Stored data:
# # # # #
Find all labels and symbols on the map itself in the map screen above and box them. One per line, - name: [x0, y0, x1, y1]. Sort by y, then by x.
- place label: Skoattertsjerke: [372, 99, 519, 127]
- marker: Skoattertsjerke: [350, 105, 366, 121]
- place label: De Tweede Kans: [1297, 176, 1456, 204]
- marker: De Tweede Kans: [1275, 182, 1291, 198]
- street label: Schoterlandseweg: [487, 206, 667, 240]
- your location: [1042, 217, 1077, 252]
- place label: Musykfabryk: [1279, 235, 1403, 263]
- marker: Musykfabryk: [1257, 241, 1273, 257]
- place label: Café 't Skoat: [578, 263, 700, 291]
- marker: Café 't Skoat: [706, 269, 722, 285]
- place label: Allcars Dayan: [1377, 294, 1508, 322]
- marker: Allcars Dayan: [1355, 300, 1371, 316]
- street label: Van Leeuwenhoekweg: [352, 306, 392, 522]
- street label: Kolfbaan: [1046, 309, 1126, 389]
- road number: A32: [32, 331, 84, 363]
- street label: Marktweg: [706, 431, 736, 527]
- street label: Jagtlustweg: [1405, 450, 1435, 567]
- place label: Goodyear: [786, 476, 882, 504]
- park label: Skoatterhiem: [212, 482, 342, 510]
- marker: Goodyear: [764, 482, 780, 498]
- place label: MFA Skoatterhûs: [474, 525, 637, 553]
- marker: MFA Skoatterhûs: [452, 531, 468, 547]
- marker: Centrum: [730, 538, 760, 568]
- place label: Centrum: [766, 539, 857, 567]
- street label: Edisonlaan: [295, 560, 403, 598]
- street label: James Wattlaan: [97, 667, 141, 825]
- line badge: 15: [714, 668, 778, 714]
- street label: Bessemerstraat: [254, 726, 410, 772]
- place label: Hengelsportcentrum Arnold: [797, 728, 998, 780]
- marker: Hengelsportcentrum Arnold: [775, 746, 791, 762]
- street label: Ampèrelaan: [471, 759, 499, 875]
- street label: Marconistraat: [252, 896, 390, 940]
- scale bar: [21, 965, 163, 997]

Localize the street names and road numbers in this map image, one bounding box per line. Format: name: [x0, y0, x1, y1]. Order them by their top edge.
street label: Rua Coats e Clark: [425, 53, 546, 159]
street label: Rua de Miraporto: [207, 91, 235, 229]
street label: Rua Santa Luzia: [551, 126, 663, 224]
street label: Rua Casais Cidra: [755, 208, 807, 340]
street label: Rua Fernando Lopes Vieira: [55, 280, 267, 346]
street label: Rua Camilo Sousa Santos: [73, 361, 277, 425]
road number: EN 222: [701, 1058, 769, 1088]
# # # # #
== Activity ==
In the data above, which lines have "Tweede"? Report each of them.

== Solution below ==
- place label: De Tweede Kans: [1297, 176, 1456, 204]
- marker: De Tweede Kans: [1275, 182, 1291, 198]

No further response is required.